1. ## p-Sylow subgroup congruence

Let $p$ be a prime, $G$ a finite group, and $P$ a $p$-Sylow subgroup of $G$. Let $M$ be any subgroup of $G$ which contains $N_G(P)$. Prove that $[G:M]\equiv 1$ (mod $p$). (Hint: look carefully at Sylow's Theorems.)

2. Originally Posted by Erdos32212
Let $p$ be a prime, $G$ a finite group, and $P$ a $p$-Sylow subgroup of $G$. Let $M$ be any subgroup of $G$ which contains $N_G(P)$. Prove that $[G:M]\equiv 1$ (mod $p$). (Hint: look carefully at Sylow's Theorems.)
The number of conjugates to $P$ is $[G:N(P)]$.
By Sylow's third theorem $[G:N(P)]\equiv 1(\bmod p)$.
But since $[G:M]$ divides $[G:N(P)]$ it means $[G:M]\equiv 1(\bmod p)$ also.

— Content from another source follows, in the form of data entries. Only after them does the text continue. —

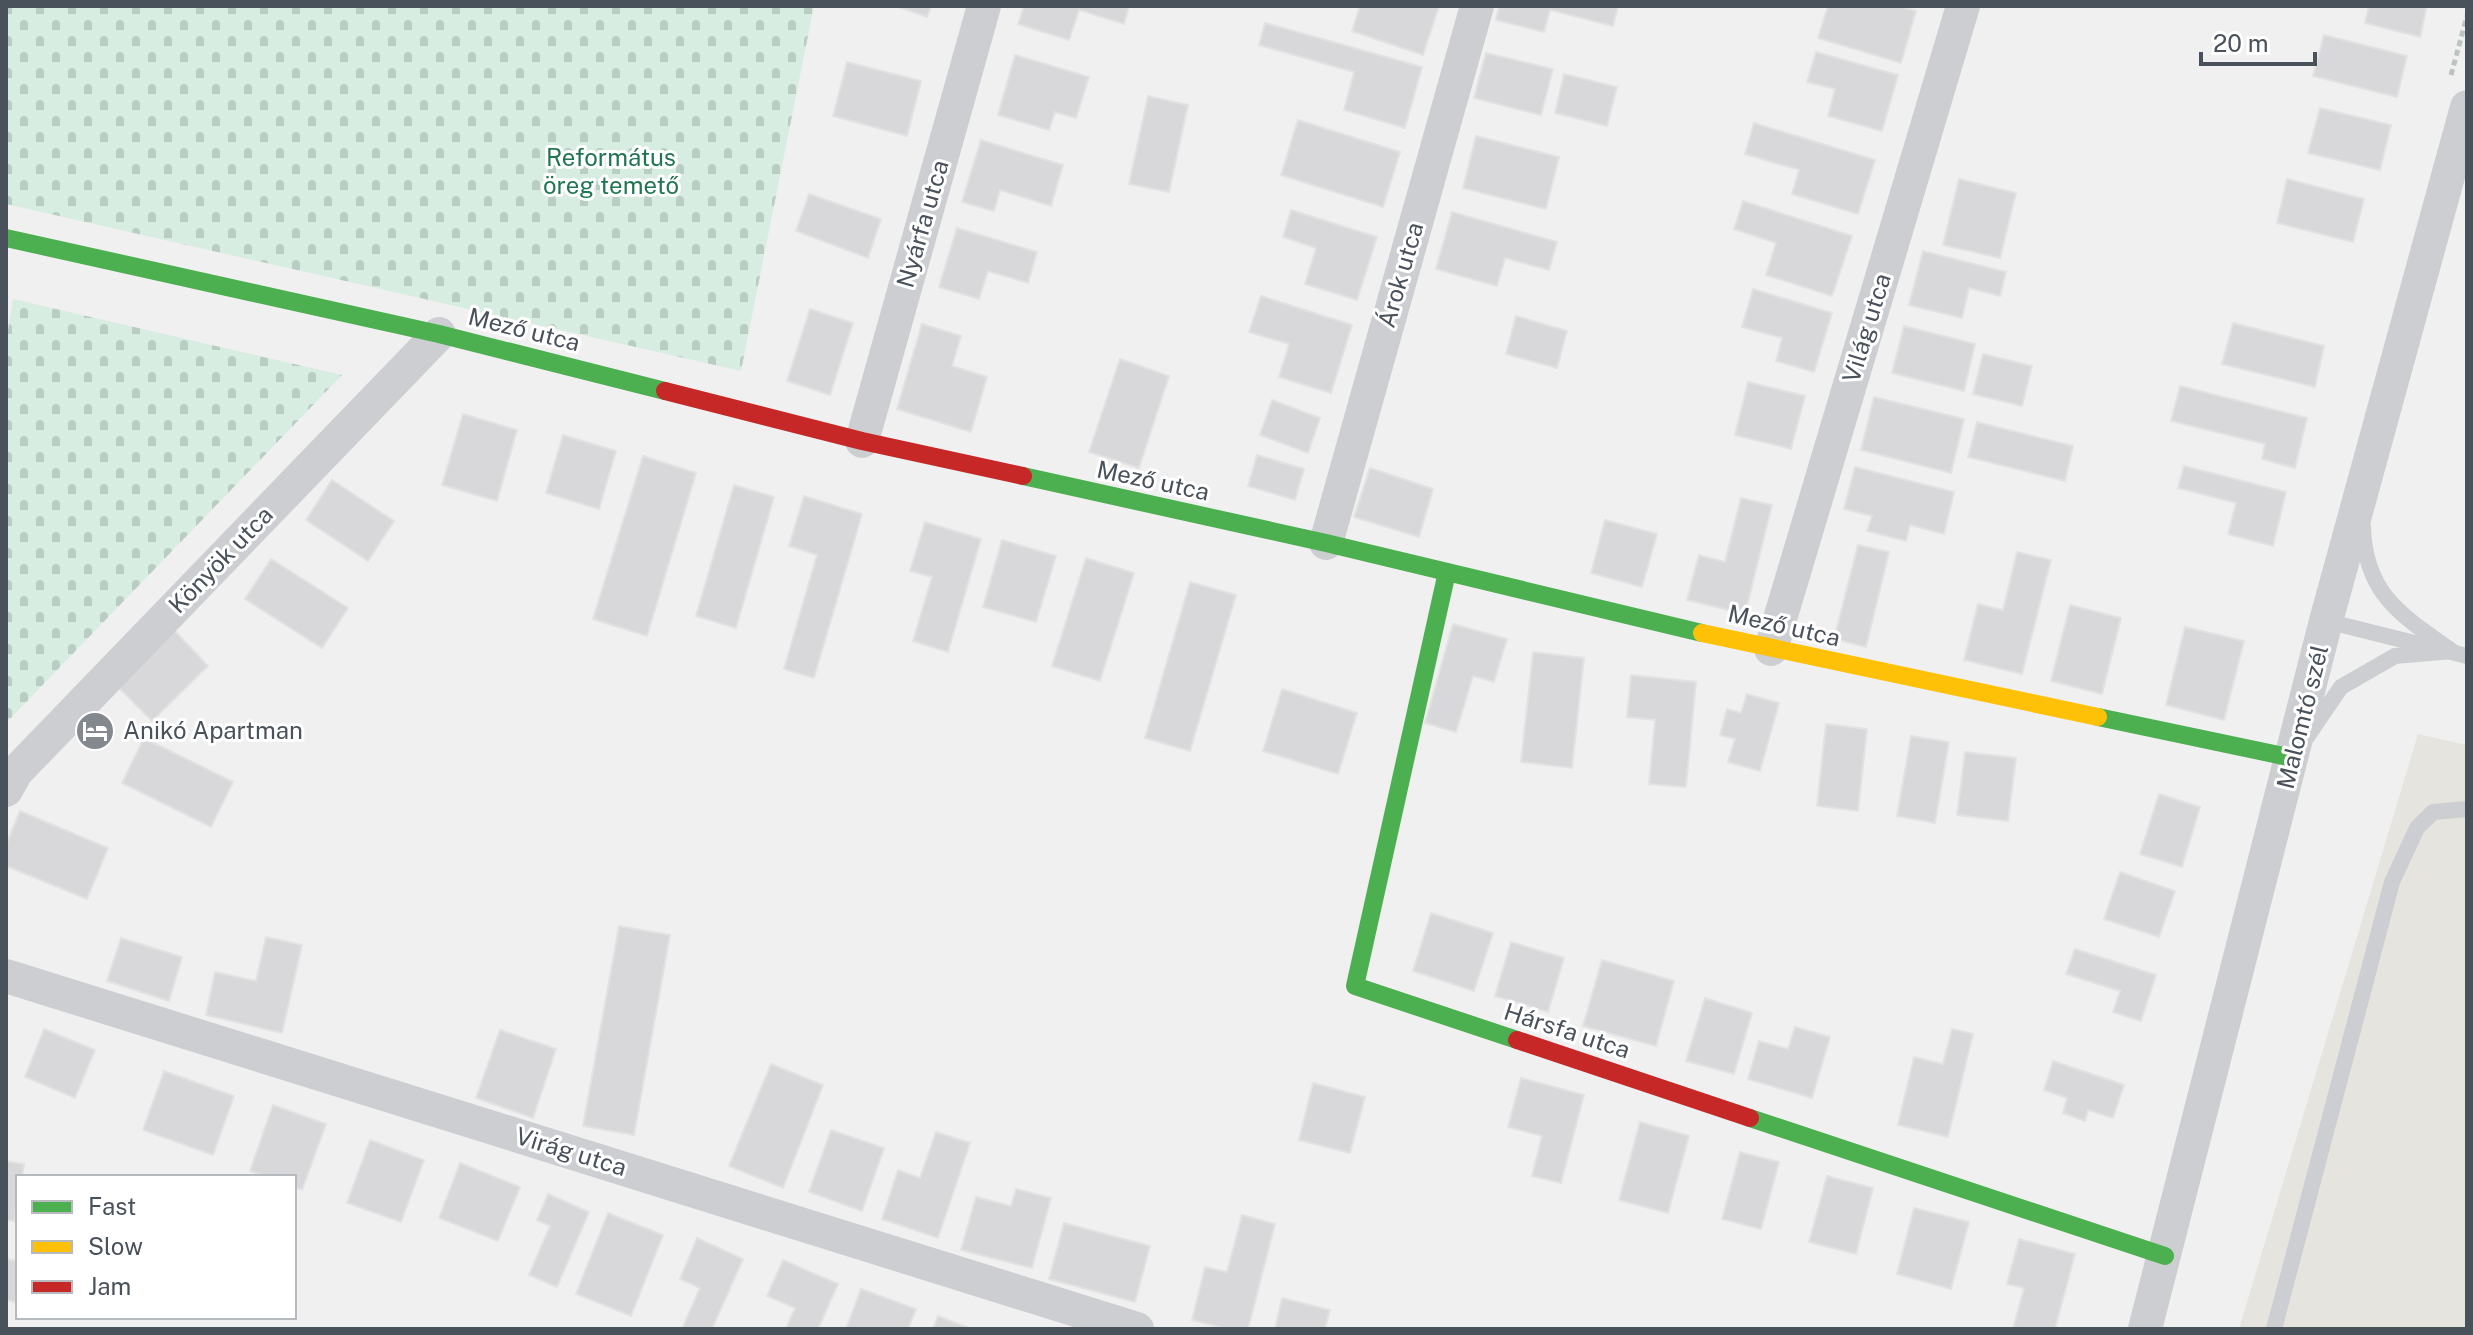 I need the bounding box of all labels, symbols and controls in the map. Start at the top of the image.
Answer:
scale bar [2201,16,2315,66]
text: 20 m [2213,29,2269,57]
park label: Református öreg temető [543,143,679,199]
street label: Nyárfa utca [890,157,954,291]
street label: Árok utca [1372,219,1428,331]
street label: Világ utca [1836,270,1896,386]
street label: Mező utca [465,302,583,356]
street label: Mező utca [1094,454,1212,506]
street label: Könyök utca [163,500,278,618]
street label: Mező utca [1725,599,1843,652]
street label: Malomtó szél [2271,642,2333,792]
hotel icon: Anikó Apartman [74,710,116,752]
place label: Anikó Apartman [123,716,303,744]
street label: Hársfa utca [1501,997,1634,1064]
street label: Virág utca [513,1121,630,1181]
legend [16,1175,296,1319]
text: Fast [88,1192,136,1220]
text: Slow [88,1232,143,1260]
text: Jam [88,1272,131,1300]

3. Here is essentially a similar proof to that one:

It's important to note though that $N_M(P) = N_G(P)$. By Sylow's Theorem Part 3, we have that $[G: N_G(P)] \equiv 1 \mod{p}$. Then $P$ is a $p$-Sylow group of $M$, and $N_M(P)$ is the normalizer of $P$ in $M$, so $[M: N_M(P)] \equiv 1 \mod{p}$. Thus $[G: M] = \frac {[G: N_G(P)]}{[M: N_M(P)]} \equiv 1 \mod{p}$.